*** Opening of Material for the task ***
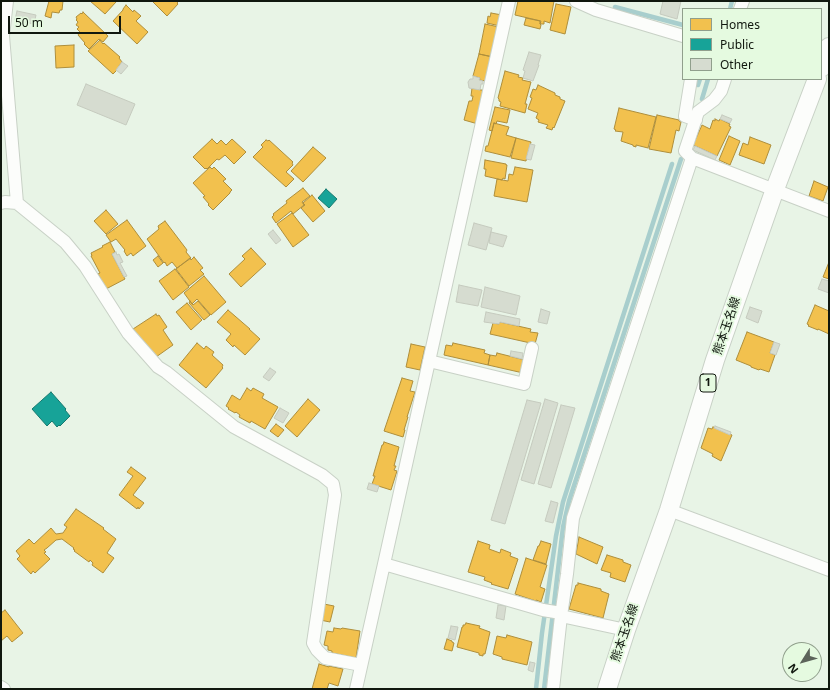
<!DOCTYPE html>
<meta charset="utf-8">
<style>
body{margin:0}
#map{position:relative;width:830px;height:690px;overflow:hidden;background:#e8f4e6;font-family:"Noto Sans",sans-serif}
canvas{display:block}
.frame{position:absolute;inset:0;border:2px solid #10170e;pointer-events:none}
.legend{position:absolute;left:682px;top:8px;width:140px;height:72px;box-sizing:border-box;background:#e5fae0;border:1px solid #909f8c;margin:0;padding:5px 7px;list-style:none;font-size:12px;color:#10170e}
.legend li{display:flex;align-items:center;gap:8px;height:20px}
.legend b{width:20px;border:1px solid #909f8c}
.north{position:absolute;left:782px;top:642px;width:40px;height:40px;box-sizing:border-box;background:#e5fae0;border:1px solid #909f8c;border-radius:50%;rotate:233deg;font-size:11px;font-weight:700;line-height:16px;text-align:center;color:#10170e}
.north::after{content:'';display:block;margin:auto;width:14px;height:18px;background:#5c645a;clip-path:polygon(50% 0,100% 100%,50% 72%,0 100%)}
.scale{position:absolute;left:8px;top:16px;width:113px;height:18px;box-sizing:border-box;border:2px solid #10170e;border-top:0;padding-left:5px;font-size:12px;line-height:14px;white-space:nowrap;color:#10170e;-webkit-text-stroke:3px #e5fae0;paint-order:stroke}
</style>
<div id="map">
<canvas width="830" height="690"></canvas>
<div class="frame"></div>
<ul class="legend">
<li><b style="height:11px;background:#f2c14e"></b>Homes</li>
<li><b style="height:11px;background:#17a398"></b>Public</li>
<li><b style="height:11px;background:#d6dcd0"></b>Other</li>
</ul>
<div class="north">N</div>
<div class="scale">50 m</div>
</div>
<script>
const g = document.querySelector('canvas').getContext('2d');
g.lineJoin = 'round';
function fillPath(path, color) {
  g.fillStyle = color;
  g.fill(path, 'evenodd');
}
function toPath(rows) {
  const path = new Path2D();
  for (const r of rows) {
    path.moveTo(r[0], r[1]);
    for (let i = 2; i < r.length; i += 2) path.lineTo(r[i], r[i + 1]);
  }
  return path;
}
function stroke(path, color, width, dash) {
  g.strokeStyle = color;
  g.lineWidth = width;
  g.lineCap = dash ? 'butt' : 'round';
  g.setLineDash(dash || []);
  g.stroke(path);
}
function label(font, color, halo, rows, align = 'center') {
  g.font = font + ' "Noto Sans","Noto Sans JP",sans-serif';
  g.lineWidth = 4;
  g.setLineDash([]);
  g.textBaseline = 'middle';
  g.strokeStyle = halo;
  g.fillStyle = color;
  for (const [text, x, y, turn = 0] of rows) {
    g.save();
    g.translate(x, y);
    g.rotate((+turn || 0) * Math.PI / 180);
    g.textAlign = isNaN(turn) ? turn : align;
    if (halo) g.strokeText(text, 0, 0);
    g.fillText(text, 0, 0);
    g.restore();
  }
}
const homes = toPath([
 [49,1,63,1,62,10,60,10,59,13,52,12,51,18,45,16,49,1],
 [90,1,115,1,116,2,105,14,90,1],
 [152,1,179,1,177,3,178,4,167,16,152,1],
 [518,1,554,1,550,23,544,21,544,24,540,24,541,21,515,15,518,1],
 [556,4,571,7,565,34,550,30,556,4],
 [126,5,133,12,134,10,141,16,136,21,148,32,137,44,113,21,123,10,123,9,126,5],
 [83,12,108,36,103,42,99,39,89,49,84,44,85,43,78,35,80,32,77,29,79,27,76,25,78,22,76,20,77,19,76,17,81,13,82,14,83,12],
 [491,13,502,15,500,26,487,23,488,16,490,17,491,13],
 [526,18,540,21,540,24,541,25,540,29,524,25,526,18],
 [485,24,499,27,493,57,479,54,485,24],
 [100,40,103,44,104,43,120,57,119,58,122,62,119,66,120,67,113,74,88,51,100,40],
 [74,45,74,67,56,68,55,46,74,45],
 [479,54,493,57,486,81,479,80,480,78,473,76,479,54],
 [505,71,519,75,518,77,523,78,522,80,531,82,525,104,527,104,525,113,500,106,501,102,499,101,499,99,498,98,505,71],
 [538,85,555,93,555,95,560,97,560,99,565,101,554,128,553,127,552,130,546,128,548,125,538,122,539,120,536,118,538,113,528,109,532,98,530,97,533,89,536,90,538,85],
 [472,88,486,91,478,124,464,120,469,101,472,101,473,96,471,96,472,88],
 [495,107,510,110,507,123,497,121,496,124,494,123,492,131,489,130,495,107],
 [619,108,656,117,648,148,636,145,636,147,633,146,633,145,621,141,623,132,615,131,616,130,614,129,619,108],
 [657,115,679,120,679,121,681,122,679,131,676,130,671,153,649,149,657,115],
 [715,119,719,121,720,119,730,124,729,126,731,127,717,156,693,145,702,125,710,129,713,120,715,121,715,119],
 [494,123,509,127,506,135,516,138,510,157,485,151,486,146,488,146,494,123],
 [729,136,740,141,730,165,719,160,729,136],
 [750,137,771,145,764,164,739,155,743,143,748,145,750,137],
 [516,138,531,142,526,161,511,158,516,138],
 [212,139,217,144,221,140,226,145,232,139,246,152,234,164,225,155,219,160,217,159,207,169,206,168,205,169,193,157,212,139],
 [266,140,268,141,269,140,293,162,292,163,293,165,286,172,294,179,286,187,253,157,263,147,261,145,266,140],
 [313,147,326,158,303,182,291,171,313,147],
 [485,160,506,164,506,165,507,165,505,179,503,178,502,180,485,176,486,169,484,169,485,160],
 [210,167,212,169,214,167,226,179,223,181,232,190,230,192,230,193,213,210,208,205,209,204,203,197,205,196,193,183,210,167],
 [515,167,533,170,527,202,494,196,497,179,508,181,509,174,513,175,515,167],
 [814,181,828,187,823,201,809,196,814,181],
 [303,188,310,196,302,202,304,205,293,214,291,211,276,223,272,217,274,215,273,214,287,203,286,201,303,188],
 [312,195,325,211,313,222,301,208,305,205,303,203,312,195],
 [106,210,118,224,106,234,94,221,106,210],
 [292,213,309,235,293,247,277,224,292,213],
 [127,220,146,246,133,256,131,253,127,256,124,251,125,250,116,239,111,242,106,235,127,220],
 [165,221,187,250,186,252,191,258,177,268,172,262,167,266,165,262,164,263,147,239,159,229,158,226,165,221],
 [110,242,115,252,112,254,125,279,106,289,98,274,100,273,91,256,92,256,91,253,103,247,102,246,110,242],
 [251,248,266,264,241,287,229,274,245,259,242,256,251,248],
 [158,256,163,263,158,267,153,260,158,256],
 [194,257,203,268,200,270,204,274,189,286,176,269,190,258,191,260,194,257],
 [829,262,829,279,823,277,829,262],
 [175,269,189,287,173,300,159,281,175,269],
 [204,276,226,302,211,315,197,299,192,304,184,293,204,276],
 [190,301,193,305,198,301,210,315,204,320,189,303,190,301],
 [187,303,202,320,191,330,176,312,187,303],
 [815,305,829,311,829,334,818,329,818,330,808,326,809,325,807,324,815,305],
 [228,310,250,329,249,329,260,339,245,355,234,345,233,347,226,340,231,334,217,322,228,310],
 [156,314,157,316,159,315,167,327,163,330,173,345,156,357,149,347,146,349,133,329,156,314],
 [500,322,531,329,530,332,538,333,535,344,490,334,493,323,499,324,500,322],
 [747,332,774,342,770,353,775,355,769,372,760,369,759,370,751,367,751,366,736,360,747,332],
 [197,343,204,349,206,346,214,352,212,355,223,365,222,367,223,368,206,388,179,365,197,343],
 [453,343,485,350,484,353,490,355,488,365,444,355,446,345,452,346,453,343],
 [411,344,425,347,420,370,406,367,411,344],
 [497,353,529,361,532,375,488,365,490,355,496,356,497,353],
 [402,378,413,381,410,391,415,392,407,417,408,417,404,430,405,430,403,437,384,431,402,378],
 [247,388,251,391,253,388,264,394,262,398,278,407,265,429,251,421,250,423,239,417,240,415,236,412,235,413,228,409,229,408,226,406,232,395,240,400,247,388],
 [308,399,320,410,297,437,285,426,308,399],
 [276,424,284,430,278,437,270,431,276,424],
 [713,427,732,435,721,461,712,456,713,454,701,448,708,428,712,429,713,427],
 [384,442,399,447,394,466,396,466,394,470,397,471,391,490,372,484,375,476,373,476,382,445,383,445,384,442],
 [131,467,146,478,133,495,144,503,139,509,138,507,137,509,119,495,133,476,127,472,131,467],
 [76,509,104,528,103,529,116,539,107,553,114,558,103,573,92,565,93,563,90,560,89,562,74,551,75,550,73,549,74,548,62,539,56,540,47,548,44,550,46,552,44,553,50,559,35,573,33,571,31,574,17,559,20,556,16,551,29,539,34,544,51,528,56,534,63,533,67,527,64,525,76,509],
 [579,537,603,547,597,564,576,554,579,537],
 [478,541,490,545,489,549,500,553,501,549,511,553,510,556,518,559,508,589,491,584,492,583,484,580,485,577,468,572,478,541],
 [541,541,551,544,546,564,533,560,538,546,539,546,541,541],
 [607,555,623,560,623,562,631,565,625,582,610,577,611,573,601,570,607,555],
 [526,558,547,565,540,587,545,589,541,602,536,600,536,601,515,594,526,558],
 [578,583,601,589,601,591,609,594,603,618,569,609,576,585,578,585,578,583],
 [324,604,334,606,330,622,320,620,324,604],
 [5,610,23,633,12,642,7,636,1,641,1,613,5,610],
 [466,623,480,626,479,628,490,632,485,654,483,654,483,656,479,655,479,653,457,647,462,627,463,627,463,625,465,625,466,623],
 [334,628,341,629,342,628,360,631,356,658,332,653,332,651,328,650,328,646,324,645,327,631,333,632,334,628],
 [507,635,532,642,527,665,502,659,502,657,493,654,497,636,506,638,507,635],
 [447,639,452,641,452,642,454,643,452,651,444,649,447,639],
 [319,664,329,667,329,666,343,669,338,686,329,683,327,689,312,689,319,664]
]);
fillPath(homes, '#f2c14e');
stroke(homes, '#ae8e3b', 1);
const public = toPath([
 [326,189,337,199,329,208,318,198,326,189],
 [51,392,66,409,65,410,70,416,60,426,59,425,57,427,52,421,47,426,32,409,51,392]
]);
fillPath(public, '#17a398');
stroke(public, '#15796f', 1);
stroke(toPath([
 [615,7,683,25],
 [730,9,732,1],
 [698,85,700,79],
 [702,99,708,79],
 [536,689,542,633,556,536,563,502,672,164],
 [544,689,563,527,569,501,605,391,681,159]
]), '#a8cecd', 4.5);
const building = toPath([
 [663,1,681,1,677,19,660,14,663,1],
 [17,11,36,15,34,24,15,20,17,11],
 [529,52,541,55,538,65,539,65,533,81,523,78,525,71,523,70,529,52],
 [122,62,128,66,121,74,116,70,122,62],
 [473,76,480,78,479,80,483,81,483,84,481,84,480,90,469,88,468,82,470,79,473,79,473,76],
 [86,84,135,104,126,125,77,105,86,84],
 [722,115,732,119,730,123,720,119,722,115],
 [530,144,535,145,531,160,526,159,530,144],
 [695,146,717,156,715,160,693,150,695,146],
 [474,223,492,228,486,250,468,245,474,223],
 [273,230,281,240,276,244,268,234,273,230],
 [491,232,507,236,503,247,489,243,491,232],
 [116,252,117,255,119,254,123,262,120,263,127,276,124,277,112,254,116,252],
 [822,279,829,281,829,293,818,289,822,279],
 [459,285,482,290,478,306,456,302,459,285],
 [485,287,520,296,516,315,481,307,485,287],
 [750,307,762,311,758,323,746,318,750,307],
 [541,309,550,312,547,324,538,322,541,309],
 [486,312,520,319,519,326,500,322,499,324,484,322,486,312],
 [774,342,780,344,776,355,770,353,774,342],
 [511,351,523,353,522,359,510,356,511,351],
 [270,368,276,372,269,381,263,377,270,368],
 [545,399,558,403,534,484,521,480,545,399],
 [527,400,541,403,505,524,491,520,527,400],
 [561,405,575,408,551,488,538,484,561,405],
 [280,408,289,413,283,423,274,418,280,408],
 [715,426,731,432,730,435,714,428,715,426],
 [369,483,379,486,377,492,367,489,369,483],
 [551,501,558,503,553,523,545,521,551,501],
 [498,605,506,606,504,620,496,618,498,605],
 [451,626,458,627,455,640,448,638,451,626],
 [530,662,535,663,533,672,528,670,530,662]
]);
fillPath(building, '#d6dcd0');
stroke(building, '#c5cabe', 1);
const minor = toPath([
 [7,1,3,36,17,203],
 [576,1,596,10,683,36],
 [740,9,743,1],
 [691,79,685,116,696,120],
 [725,79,721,91,714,100,698,112,685,151,692,158,829,211],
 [1,203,5,202,17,203,65,242,85,266,128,333,158,367,166,372,234,427,322,475,333,484,335,495,313,643,317,650,325,658,361,665],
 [429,361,524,384,532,348],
 [669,510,829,570],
 [384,564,543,610,561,613],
 [561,616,626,630],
 [1,687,4,689],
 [356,689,384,564,509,1],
 [553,689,561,616,567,574,573,518,692,158]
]);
const primary = toPath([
 [821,68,829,47],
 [607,689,626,630,669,510,715,360,775,189,817,79]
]);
stroke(minor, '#c8d1c6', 14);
stroke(primary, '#c8d1c6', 20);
stroke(minor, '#fcfdfb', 12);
stroke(primary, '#fcfdfb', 18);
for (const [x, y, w] of [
 [708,383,16]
]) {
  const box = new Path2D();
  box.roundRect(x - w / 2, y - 9, w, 18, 3);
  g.fillStyle = '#e5fae0';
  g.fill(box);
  stroke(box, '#10170e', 1);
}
label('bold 11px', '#10170e', null, [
 ["1",708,383]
]);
label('12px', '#10170e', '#e5fae0', [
 ["熊本玉名線",727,326,-71],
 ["熊本玉名線",625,633,-71]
]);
</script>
*** Close of Material for the task ***
__Aim of the exercise__. The answer must be every line from the records above that contains the word "canvas", copied in full.

__Written response__.
canvas{display:block}
<canvas width="830" height="690"></canvas>
const g = document.querySelector('canvas').getContext('2d');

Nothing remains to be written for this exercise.